Gehen wir mal vom besten Fall aus: Ich habe ein richtiges Büro zuhause. Was bedeutet das?
Für diesen Raum gilt: Haben
Sie darin nur, was Sie wirklich zum Arbeiten brauchen. Also zum Beispiel keinen Fernseher. Dann gibt es auch keine Ablenkung.
Wo richte ich mir meinen Arbeitsplatz ein, wenn ich kein separates Büro habe?
Wenn man nicht alleine, sondern mit dem Partner oder Kindern zusammenlebt, lautet die wichtigste Regel: Setzen Sie sich an einen Ort, an dem die anderen nicht ständig vorbei müssen – am besten in eine Ecke.
Nicole Wiesner ist Profi in Sachen Ordnung und weiß: Klare Strukturen helfen besonders im Homeoffice.
Die einen sitzen am Schreibtisch, die anderen am Küchentisch. Welche Ordnung sollte da herrschen?
Hier lautet die erste Regel: Haben Sie nur das auf dem Tisch, was Sie wirklich zum Arbeiten brauchen. Viele haben da Privates stehen, sei es Fotos oder Basteleien der Kinder. Für manche ist es entspannend, wenn sie darauf blicken. Aber viele lenkt es auch ab. Ist das der Fall, sollten auch diese Dinge verschwinden. Was bleibt, sollte geordnet sein. Versuchen Sie mal, alles, was Sie haben, auf eine Seite des Tisches zu stellen. Und noch etwas: Zur Standardausstattung eines Büros scheint zu gehören, dass man Locher, Tacker, Tesafilm und zwanzig Ablagen hat. Wir nutzen den Tacker aber nur einmal pro Woche. Also gehört er nicht auf den Schreibtisch, sondern in die Schublade. Im Gemeinschaftsbüro reicht es, wenn man all das einmal für fünf Kollegen hat. Das lenkt nicht nur weniger ab, sondern schont auch die Umwelt und spart Kosten.

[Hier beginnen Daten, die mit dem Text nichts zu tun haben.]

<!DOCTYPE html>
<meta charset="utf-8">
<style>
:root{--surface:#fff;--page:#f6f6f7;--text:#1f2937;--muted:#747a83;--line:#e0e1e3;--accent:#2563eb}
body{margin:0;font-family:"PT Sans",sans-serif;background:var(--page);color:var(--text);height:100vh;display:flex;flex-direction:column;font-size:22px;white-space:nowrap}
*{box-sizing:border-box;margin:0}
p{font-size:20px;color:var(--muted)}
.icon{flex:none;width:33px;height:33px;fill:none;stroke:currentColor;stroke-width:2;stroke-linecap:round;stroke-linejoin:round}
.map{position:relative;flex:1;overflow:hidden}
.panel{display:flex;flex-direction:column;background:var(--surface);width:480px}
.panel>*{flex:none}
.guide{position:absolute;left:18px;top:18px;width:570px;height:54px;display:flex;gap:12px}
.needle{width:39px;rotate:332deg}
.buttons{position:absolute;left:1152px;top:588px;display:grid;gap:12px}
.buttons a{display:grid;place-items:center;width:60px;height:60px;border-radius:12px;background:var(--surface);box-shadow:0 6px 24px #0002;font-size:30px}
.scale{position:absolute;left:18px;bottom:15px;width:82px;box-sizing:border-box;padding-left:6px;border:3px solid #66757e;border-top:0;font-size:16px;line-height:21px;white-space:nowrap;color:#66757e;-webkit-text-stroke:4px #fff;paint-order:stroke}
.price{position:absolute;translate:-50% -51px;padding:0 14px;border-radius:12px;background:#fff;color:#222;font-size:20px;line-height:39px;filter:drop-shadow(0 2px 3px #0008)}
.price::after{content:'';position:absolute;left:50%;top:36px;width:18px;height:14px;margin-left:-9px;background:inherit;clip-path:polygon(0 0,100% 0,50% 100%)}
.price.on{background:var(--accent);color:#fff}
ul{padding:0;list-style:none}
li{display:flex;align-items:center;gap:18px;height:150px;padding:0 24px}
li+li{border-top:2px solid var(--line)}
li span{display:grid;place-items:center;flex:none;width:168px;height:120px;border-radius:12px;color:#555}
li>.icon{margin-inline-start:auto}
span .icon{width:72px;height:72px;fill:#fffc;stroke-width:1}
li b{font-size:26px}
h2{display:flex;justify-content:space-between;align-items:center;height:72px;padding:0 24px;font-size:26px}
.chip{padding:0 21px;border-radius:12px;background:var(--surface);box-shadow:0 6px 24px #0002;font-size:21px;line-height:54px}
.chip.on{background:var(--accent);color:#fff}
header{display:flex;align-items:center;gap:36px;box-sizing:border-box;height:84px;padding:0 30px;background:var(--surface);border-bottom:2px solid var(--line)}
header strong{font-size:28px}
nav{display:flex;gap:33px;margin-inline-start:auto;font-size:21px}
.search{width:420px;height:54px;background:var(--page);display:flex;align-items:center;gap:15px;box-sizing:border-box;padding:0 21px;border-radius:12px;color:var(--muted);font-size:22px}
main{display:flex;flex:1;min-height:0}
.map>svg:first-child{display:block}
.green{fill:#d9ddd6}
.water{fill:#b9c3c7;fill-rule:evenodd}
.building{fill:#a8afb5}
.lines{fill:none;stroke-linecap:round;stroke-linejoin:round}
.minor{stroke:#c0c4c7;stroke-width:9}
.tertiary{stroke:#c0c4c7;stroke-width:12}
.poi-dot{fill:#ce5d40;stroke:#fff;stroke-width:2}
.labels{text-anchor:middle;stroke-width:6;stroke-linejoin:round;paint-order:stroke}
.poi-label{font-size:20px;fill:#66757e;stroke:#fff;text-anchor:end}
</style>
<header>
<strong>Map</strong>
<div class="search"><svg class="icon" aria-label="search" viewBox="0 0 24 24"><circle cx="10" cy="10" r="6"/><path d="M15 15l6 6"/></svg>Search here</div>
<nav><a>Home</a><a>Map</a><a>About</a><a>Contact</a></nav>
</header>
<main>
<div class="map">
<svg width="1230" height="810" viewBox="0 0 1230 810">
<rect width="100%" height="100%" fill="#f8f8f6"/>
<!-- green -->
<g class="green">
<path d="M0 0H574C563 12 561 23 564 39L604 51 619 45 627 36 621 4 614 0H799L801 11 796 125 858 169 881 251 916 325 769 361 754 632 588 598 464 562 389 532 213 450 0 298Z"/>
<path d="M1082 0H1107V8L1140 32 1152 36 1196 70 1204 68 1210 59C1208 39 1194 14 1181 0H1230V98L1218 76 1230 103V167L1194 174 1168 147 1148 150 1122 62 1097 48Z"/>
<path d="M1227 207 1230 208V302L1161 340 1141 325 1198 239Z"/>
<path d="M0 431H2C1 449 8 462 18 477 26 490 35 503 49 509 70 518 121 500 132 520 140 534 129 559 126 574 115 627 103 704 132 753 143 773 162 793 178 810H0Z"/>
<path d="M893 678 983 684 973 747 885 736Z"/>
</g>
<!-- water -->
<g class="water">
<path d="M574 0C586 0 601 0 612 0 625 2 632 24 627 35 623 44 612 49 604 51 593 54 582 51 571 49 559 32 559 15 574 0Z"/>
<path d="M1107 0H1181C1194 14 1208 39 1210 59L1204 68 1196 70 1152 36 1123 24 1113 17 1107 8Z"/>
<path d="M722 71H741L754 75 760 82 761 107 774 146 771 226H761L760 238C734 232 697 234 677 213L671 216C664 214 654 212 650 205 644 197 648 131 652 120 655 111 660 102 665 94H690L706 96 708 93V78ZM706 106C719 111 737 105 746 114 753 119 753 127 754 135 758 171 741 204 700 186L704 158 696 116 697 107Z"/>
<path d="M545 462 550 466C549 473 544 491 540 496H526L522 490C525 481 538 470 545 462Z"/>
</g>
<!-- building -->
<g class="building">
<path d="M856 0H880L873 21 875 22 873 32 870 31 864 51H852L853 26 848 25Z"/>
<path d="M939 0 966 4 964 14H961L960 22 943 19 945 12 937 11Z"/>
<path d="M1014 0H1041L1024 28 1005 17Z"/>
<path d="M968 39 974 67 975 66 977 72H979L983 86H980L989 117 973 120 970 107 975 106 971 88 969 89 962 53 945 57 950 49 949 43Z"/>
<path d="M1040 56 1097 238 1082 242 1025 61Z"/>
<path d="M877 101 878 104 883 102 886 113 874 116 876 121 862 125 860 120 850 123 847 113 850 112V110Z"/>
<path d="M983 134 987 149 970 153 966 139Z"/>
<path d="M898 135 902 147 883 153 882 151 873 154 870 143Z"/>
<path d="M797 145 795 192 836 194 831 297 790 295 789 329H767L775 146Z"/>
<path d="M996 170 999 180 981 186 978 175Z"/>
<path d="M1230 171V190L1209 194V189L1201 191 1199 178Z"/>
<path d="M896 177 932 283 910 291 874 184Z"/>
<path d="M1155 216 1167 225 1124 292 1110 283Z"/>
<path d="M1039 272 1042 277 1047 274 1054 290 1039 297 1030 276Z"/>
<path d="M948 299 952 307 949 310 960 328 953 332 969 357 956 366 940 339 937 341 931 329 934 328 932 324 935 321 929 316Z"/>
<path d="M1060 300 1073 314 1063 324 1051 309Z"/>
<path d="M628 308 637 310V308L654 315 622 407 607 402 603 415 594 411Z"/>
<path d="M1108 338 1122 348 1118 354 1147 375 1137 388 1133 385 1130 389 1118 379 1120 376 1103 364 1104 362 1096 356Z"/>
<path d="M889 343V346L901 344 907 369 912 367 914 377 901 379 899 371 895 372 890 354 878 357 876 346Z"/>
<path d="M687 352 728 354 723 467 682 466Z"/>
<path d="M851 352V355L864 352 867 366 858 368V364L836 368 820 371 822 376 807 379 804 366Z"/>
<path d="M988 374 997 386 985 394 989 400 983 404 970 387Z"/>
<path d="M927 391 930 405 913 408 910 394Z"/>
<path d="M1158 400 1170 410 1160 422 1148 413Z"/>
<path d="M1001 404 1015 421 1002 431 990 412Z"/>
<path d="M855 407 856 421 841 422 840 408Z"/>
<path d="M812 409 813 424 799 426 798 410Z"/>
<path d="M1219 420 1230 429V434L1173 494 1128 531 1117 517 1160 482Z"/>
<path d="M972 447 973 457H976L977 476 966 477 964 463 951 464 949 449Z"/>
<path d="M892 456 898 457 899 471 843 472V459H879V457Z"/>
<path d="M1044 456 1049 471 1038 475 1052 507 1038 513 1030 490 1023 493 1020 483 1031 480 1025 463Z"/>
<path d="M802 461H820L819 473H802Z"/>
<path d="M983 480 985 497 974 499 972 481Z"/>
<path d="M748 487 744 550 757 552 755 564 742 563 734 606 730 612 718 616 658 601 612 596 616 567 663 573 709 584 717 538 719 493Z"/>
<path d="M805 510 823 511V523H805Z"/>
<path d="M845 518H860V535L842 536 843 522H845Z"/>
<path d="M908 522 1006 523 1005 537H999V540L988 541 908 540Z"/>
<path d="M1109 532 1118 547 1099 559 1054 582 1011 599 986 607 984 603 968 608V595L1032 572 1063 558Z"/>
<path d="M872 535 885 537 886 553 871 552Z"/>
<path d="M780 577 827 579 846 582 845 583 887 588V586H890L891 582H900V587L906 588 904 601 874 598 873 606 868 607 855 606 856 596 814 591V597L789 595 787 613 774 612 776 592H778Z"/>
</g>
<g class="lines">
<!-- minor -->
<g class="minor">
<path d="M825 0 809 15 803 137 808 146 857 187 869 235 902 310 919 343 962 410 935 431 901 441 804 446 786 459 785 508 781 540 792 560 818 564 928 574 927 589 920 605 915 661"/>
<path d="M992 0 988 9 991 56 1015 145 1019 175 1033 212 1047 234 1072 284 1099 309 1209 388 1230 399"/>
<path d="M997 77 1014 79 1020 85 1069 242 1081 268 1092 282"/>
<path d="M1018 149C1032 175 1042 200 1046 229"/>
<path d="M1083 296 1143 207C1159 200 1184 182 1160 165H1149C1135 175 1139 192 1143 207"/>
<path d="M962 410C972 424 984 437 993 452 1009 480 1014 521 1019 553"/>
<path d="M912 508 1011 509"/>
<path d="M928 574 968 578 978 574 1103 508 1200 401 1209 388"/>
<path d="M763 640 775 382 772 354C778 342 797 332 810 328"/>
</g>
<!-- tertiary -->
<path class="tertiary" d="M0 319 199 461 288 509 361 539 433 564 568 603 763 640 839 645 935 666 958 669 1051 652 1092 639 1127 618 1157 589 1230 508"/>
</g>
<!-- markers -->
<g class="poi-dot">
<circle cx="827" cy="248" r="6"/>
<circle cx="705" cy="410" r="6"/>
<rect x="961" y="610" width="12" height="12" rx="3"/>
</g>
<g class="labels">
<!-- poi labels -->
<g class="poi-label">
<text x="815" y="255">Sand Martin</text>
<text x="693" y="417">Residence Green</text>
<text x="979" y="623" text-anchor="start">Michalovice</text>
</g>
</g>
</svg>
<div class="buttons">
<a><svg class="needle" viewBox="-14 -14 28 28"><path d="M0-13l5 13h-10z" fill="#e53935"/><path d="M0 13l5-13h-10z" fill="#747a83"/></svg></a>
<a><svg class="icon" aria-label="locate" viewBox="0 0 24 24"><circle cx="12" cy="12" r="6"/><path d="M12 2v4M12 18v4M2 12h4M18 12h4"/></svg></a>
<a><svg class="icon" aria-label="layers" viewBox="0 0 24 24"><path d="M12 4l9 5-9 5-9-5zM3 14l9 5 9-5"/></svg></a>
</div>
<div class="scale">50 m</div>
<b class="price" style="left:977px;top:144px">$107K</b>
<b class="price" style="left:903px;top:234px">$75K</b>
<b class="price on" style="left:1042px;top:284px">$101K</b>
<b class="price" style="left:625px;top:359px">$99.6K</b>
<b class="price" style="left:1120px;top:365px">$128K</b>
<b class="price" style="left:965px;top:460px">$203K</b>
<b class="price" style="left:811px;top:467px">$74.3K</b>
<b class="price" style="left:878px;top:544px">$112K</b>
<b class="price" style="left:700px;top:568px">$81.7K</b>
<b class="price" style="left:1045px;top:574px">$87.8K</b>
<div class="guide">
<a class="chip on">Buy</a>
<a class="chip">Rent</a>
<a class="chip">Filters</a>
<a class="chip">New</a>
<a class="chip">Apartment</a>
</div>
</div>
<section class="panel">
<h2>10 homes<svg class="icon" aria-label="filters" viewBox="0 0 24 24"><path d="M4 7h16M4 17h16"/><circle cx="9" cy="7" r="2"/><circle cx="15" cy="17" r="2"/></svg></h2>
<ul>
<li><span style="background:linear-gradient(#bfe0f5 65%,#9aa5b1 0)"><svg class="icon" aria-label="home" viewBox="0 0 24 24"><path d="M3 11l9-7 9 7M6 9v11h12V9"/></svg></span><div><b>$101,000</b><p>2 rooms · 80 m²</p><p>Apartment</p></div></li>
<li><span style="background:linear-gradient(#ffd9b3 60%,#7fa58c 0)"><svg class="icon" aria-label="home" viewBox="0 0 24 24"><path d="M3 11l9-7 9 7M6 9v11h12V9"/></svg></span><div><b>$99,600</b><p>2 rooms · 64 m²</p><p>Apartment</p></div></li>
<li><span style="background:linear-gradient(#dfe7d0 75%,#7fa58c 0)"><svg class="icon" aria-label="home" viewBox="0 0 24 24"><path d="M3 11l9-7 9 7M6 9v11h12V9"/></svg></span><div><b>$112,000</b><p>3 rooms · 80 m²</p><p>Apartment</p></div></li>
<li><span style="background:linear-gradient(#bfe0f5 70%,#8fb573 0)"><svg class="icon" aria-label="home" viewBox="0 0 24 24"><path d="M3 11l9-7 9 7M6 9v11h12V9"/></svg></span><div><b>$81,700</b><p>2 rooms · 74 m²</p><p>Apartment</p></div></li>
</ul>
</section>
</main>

Wenn ich alles wegräumen soll, sollte ich mir dann am besten ein Ablagesystem zulegen, das geschlossen ist?
Jein, ich würde wirklich alle Dinge aus dem direkten Blickfeld räumen, die man nicht täglich braucht. Aber man muss nicht unbedingt etwas kaufen. Eine Kiste reicht.
Sehen wir uns den Schreibtisch mal genauer an. Viele machen sich Notizen während des Arbeitstages. Kaum einer hat ein System, um sie zu ordnen. Haben Sie einen Tipp?
Das kommt natürlich darauf an, welchen Beruf man hat. In meinem Büro habe ich gar keine Ablage. Wenn ich mir Notizen mache, trage ich sie direkt in meinen Online-Kalender ein. Auch wenn es nur Kleinigkeiten sind, die eigentlich keinen bestimmten Termin benötigen, trage ich sie mir trotzdem für einen Tag und eine Uhrzeit ein, zum Beispiel sowas wie „Ablage sortieren“. So vergisst man es nicht und hat es aus dem Kopf. Denn was wir uns merken müssen, ist auch Ballast.
Was sollten diejenigen machen, die Unterlagen und Ablagen nutzen?
Wer Ablagen hat, sollte sie so nutzen, dass sie Ordnung schaffen. Viele haben sieben Fächer auf dem Schreibtisch. Wenn man fragt, für was welches Fach ist, wissen sie es nicht. Da wird einfach reingestopft, wo gerade Platz ist. Das geht einfacher: Ein Fach kann für Dinge sein, die am selben Tag bearbeitet werden müssen und ein Weiteres für solche, die in der kommenden Woche anstehen – aber gehen Sie die Sachen dann auch in diesem zeitlichen Rhythmus durch. Was nicht gebraucht wird, sollte sofort weggeschmissen werden.
Der Desktop sieht oft ähnlich chaotisch aus. Haben Sie auch Aufräum-Tipps für den Computer?
Absolut, das nennt sich dann „Digital Decluttering“. Ich nehme mal E-Mails als Beispiel. In meinem Posteingang sind wirklich nur die Mails, die ich noch nicht gelesen habe. Wenn ich eine Mail bekomme – bearbeite ich sie wenn möglich sofort und – sortiere sie in einen passenden Ordner. Sonst verliert man den Überblick, vergisst einen Arbeitsauftrag oder verpasst eine Deadline. Und noch ein Tipp: Melden Sie sich von all den Newslettern ab, die Sie sowieso nicht lesen. Auch die verstopfen das Postfach.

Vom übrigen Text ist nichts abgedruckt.